(Voor Nicole De Coster, 1958-2025)
Bruinbrood. Dat wekte haar interesse in 1986, toen ik bij Dolmen Computer Applications werkte en zij heel eventjes in hetzelfde gebouw actief was. Terwijl het niet eens mijn verdienste was, dat bruinbrood. In die periode woonde ik samen met vier andere mannen en één vrouw in een gemeenschapshuis op Zurenborg, op dat moment nog een enigszins verloederde wijk in Antwerpen. Tussen alle ongezonde gewoonten door aten we wel bruinbrood in dat huis. Ik weet niet wiens keuze dat was, maar het is dus de verdienste van die huisgenoot dat Nicole überhaupt geïnteresseerd raakte in mij. Waarvoor dank. Voor de rest vond ze mij nogal ‘ne zure’.

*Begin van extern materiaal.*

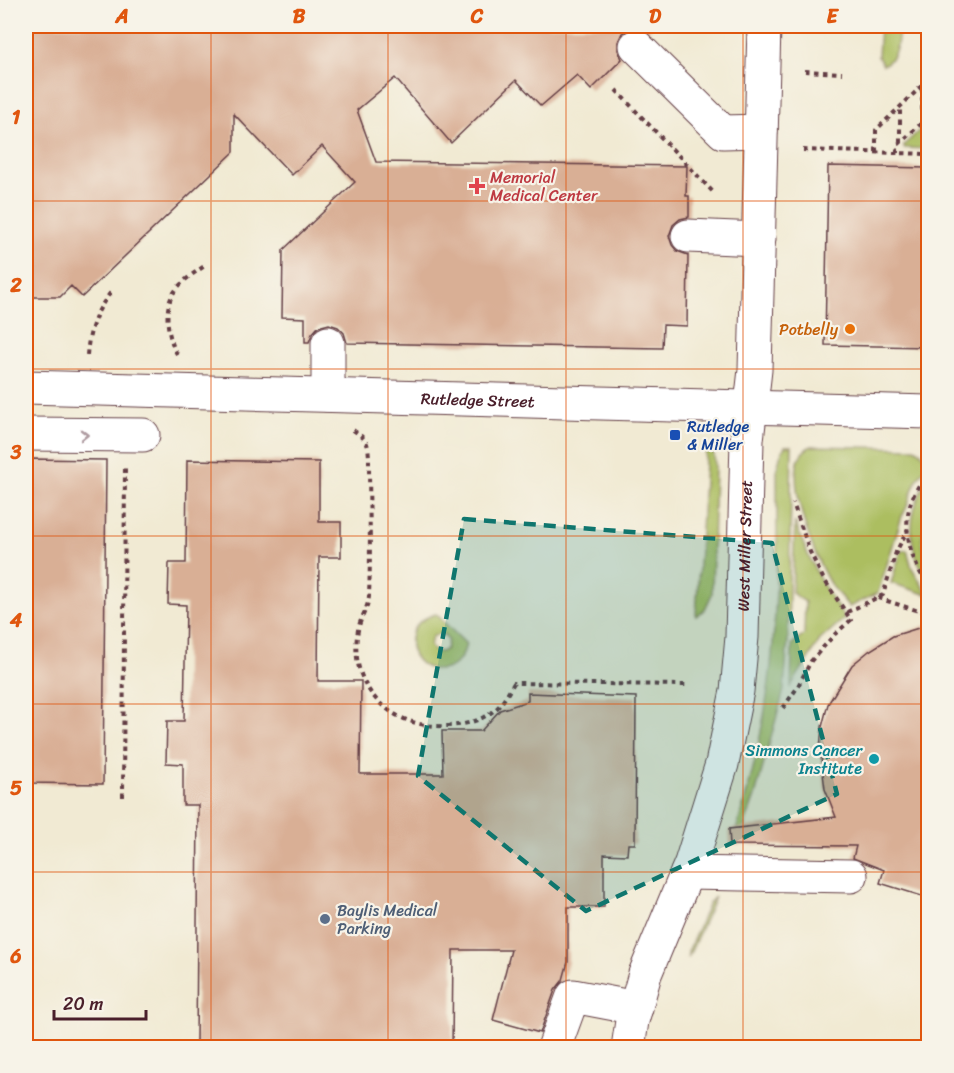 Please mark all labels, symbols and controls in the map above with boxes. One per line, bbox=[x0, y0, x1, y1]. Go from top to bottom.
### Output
text: A bbox=[114, 0, 129, 34]
text: B bbox=[293, 0, 306, 34]
text: C bbox=[470, 0, 484, 34]
text: D bbox=[649, 0, 662, 34]
text: E bbox=[826, 0, 839, 34]
text: 1 bbox=[12, 100, 21, 135]
place label: Memorial Medical Center bbox=[490, 163, 599, 210]
marker: Memorial Medical Center bbox=[468, 177, 486, 195]
text: 2 bbox=[9, 268, 22, 303]
place label: Potbelly bbox=[779, 315, 839, 344]
marker: Potbelly bbox=[843, 322, 857, 336]
street label: Rutledge Street bbox=[421, 383, 535, 416]
place label: Rutledge & Miller bbox=[687, 412, 750, 459]
marker: Rutledge & Miller bbox=[668, 428, 682, 442]
one-way arrow bbox=[79, 429, 88, 441]
text: 3 bbox=[10, 435, 22, 470]
street label: West Miller Street bbox=[728, 480, 760, 612]
text: 4 bbox=[9, 603, 23, 638]
place label: Simmons Cancer Institute bbox=[745, 736, 863, 783]
marker: Simmons Cancer Institute bbox=[867, 752, 881, 766]
text: 5 bbox=[10, 771, 22, 806]
place label: Baylis Medical Parking bbox=[337, 896, 438, 943]
marker: Baylis Medical Parking bbox=[318, 912, 332, 926]
text: 6 bbox=[9, 939, 22, 974]
scale bar bbox=[54, 983, 146, 1021]
text: 20 m bbox=[63, 988, 103, 1020]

Na het bruinbrood kwam het droog brood: in mijn vrije tijd startte ik met het managen van jonge Belgische bands. Moondance heette ons management- en boekingskantoor, waaruit meteen mijn voorliefde voor Van Morrison bleek, maar een succes was die episode niet. Het kostte mij meer dan het opbracht. Slechte manager, wellicht. Of gewoon té eerlijk voor deze wereld, dat kan ook.

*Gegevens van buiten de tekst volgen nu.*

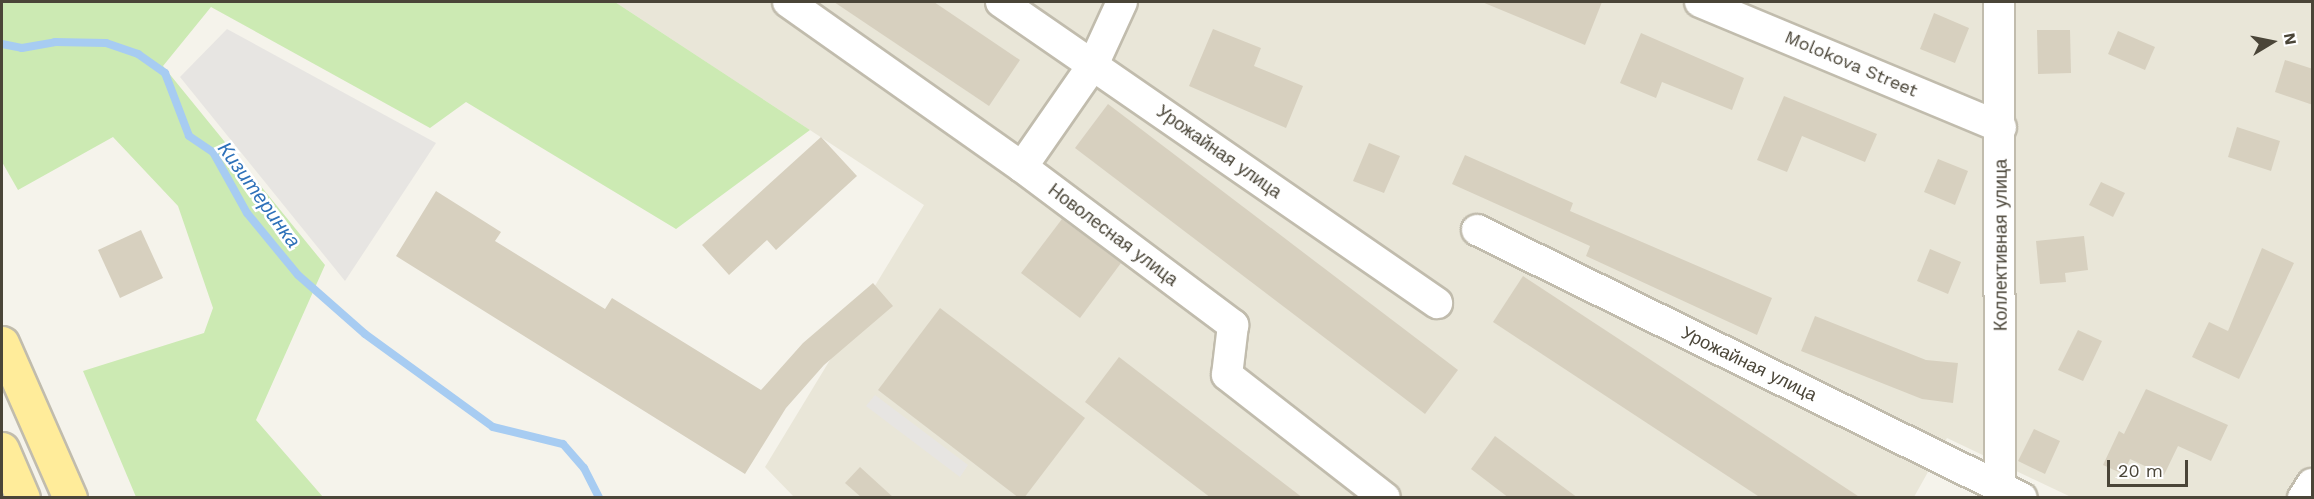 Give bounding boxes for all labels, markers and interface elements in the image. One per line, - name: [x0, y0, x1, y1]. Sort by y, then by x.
- north arrow: [2242, 12, 2302, 72]
- street label: Molokova Street: [1781, 26, 1921, 102]
- text: N: [2280, 31, 2301, 46]
- street label: Урожайная улица: [1152, 101, 1286, 203]
- water label: Кизитеринка: [213, 137, 305, 253]
- street label: Коллективная улица: [1990, 159, 2012, 331]
- street label: Новолесная улица: [1044, 179, 1182, 291]
- street label: Урожайная улица: [1678, 322, 1820, 406]
- scale bar: [2110, 448, 2191, 486]
- text: 20 m: [2118, 460, 2163, 481] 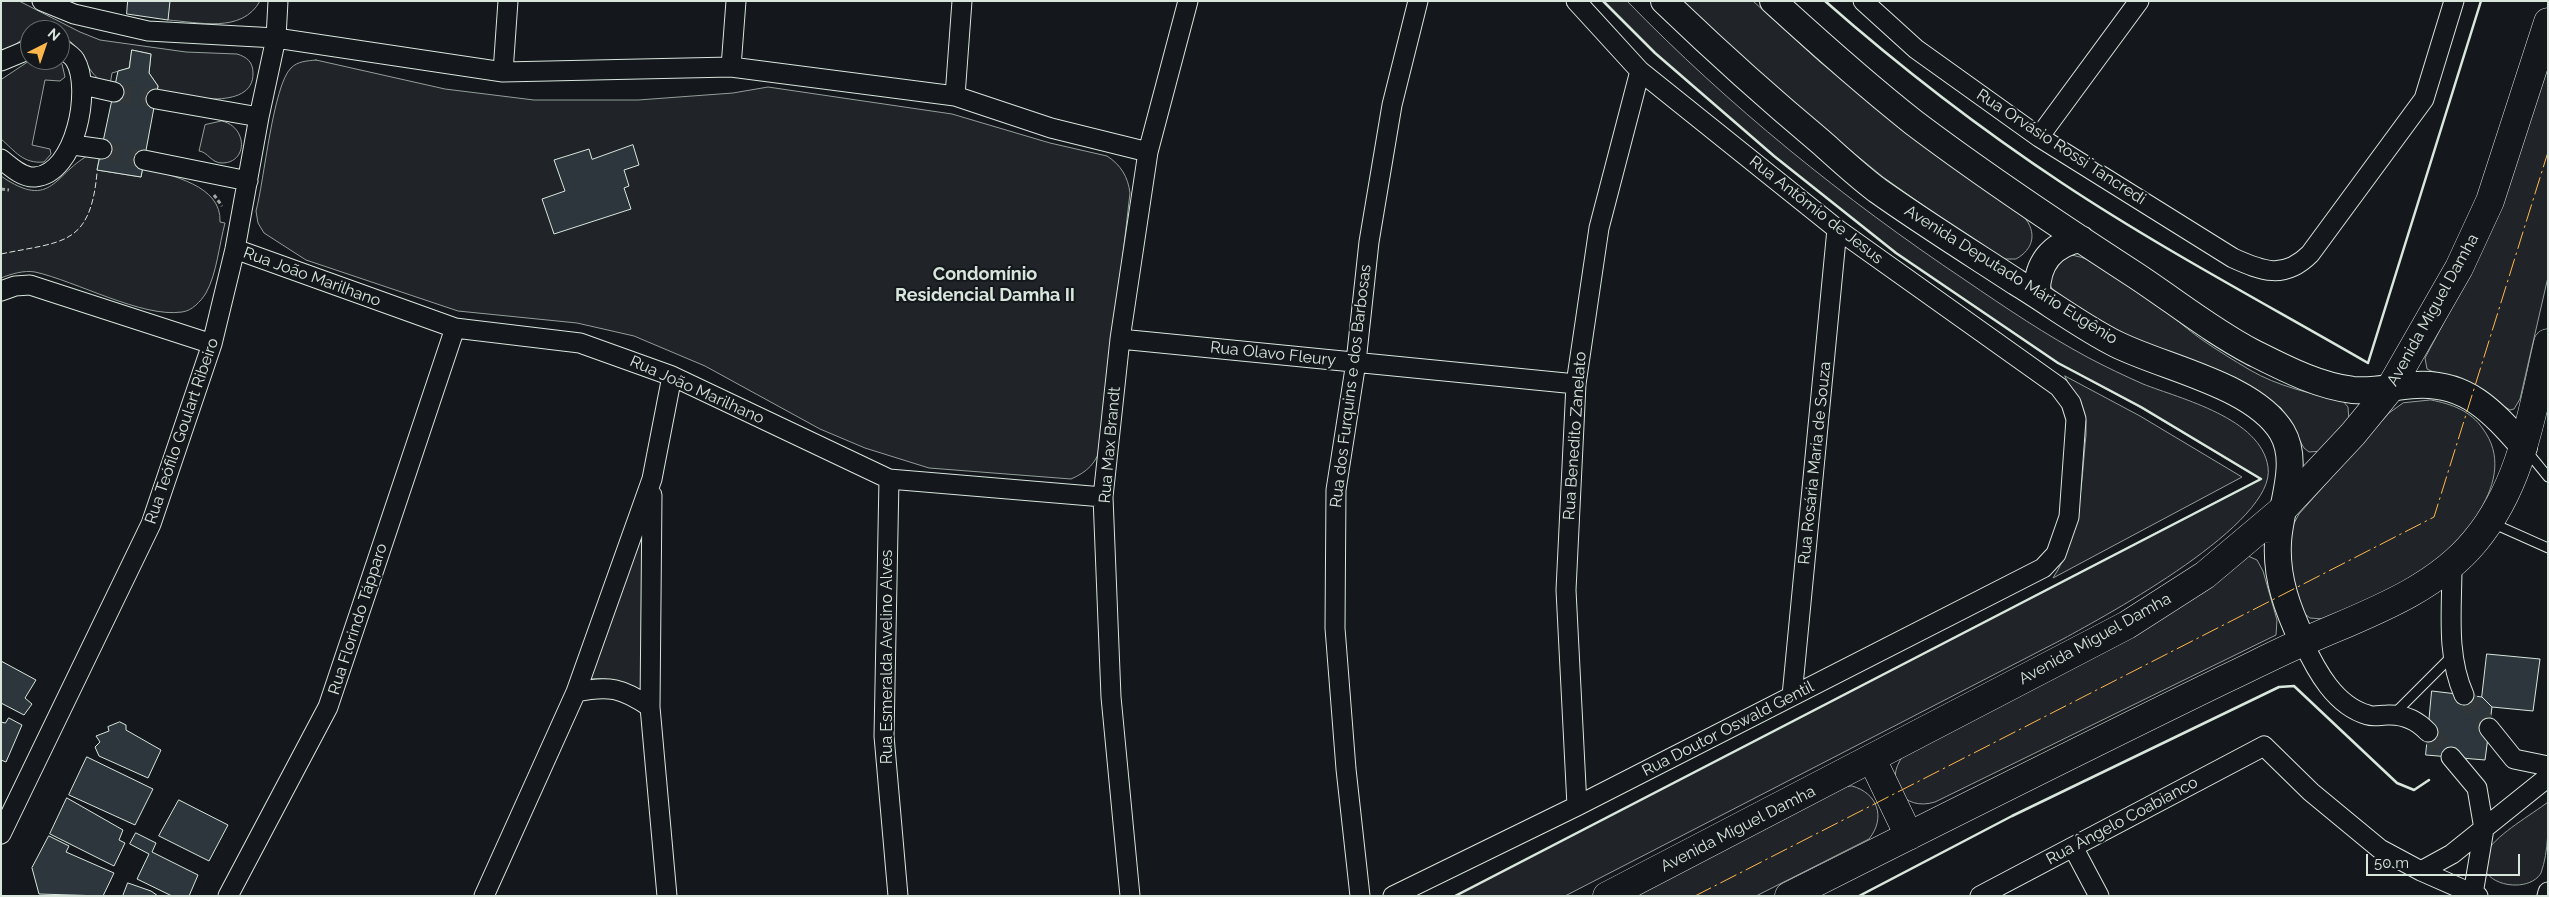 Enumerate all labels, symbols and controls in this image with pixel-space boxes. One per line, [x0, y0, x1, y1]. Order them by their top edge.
north arrow [20, 20, 70, 70]
text: N [45, 25, 63, 44]
street label: Rua Orvásio Rossi Tancredi [1973, 85, 2149, 209]
street label: Rua Antômio de Jesus [1745, 152, 1887, 268]
street label: Avenida Deputado Mário Eugênio [1901, 201, 2121, 349]
street label: Avenida Miguel Damha [2383, 231, 2483, 389]
street label: Rua João Marilhano [241, 243, 383, 311]
street label: Rua dos Furquins e dos Barbosas [1327, 263, 1375, 509]
district label: Condomínio Residencial Damha II [895, 264, 1075, 306]
street label: Rua Teófilo Goulart Ribeiro [141, 335, 223, 527]
street label: Rua Olavo Fleury [1209, 338, 1337, 370]
street label: Rua Benedito Zanelato [1560, 351, 1590, 521]
street label: Rua João Marilhano [627, 352, 767, 428]
street label: Rua Rosária Maria de Souza [1795, 361, 1835, 565]
street label: Rua Max Brandt [1095, 386, 1125, 504]
street label: Rua Florindo Tápparo [324, 541, 392, 697]
street label: Rua Esmeralda Avelino Alves [877, 550, 897, 764]
street label: Avenida Miguel Damha [2016, 589, 2174, 689]
street label: Rua Doutor Oswald Gentil [1639, 677, 1817, 781]
street label: Rua Ângelo Coabianco [2043, 773, 2201, 869]
street label: Avenida Miguel Damha [1657, 782, 1819, 876]
scale bar [2369, 844, 2523, 876]
text: 50 m [2374, 854, 2409, 872]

Een optreden van Nightcrowd Bluesband in de Brusselse kroeg Grain d’Orge bracht ons voorjaar 1989 opnieuw samen. Daarvoor kregen we een zetje van Kristin, collega van mij bij Dolmen, die zelf bevriend was geraakt met Nicole en die dacht dat Nicole en ik weleens een schoon koppel zouden kunnen vormen. Een handig opstapje dat ons allebei, twee singles die niet graag alleen waren, goed uitkwam.
***
Ergens in de tweede helft van de maand mei van datzelfde legendarische jaar 1989 organiseerde Nicole in haar piepkleine flat in Halle een verjaardagsfeestje, voor haar 31ste. Het krioelde van het sympathieke volk in de living, het minikeukentje, de hal en op het balkon. Ik bleef tot op het eind en dat vond Nicole tegelijk interessant én gênant. Alléén met die Antwerpenaar, neen, dat was nog te vroeg, vond ze. Dus vroeg ze een vriendin om ook wat te blijven. Terwijl – u moét me geloven! – ik alleen maar bleef om de vaat te doen of af te drogen, welopgevoede jongeling die ik was.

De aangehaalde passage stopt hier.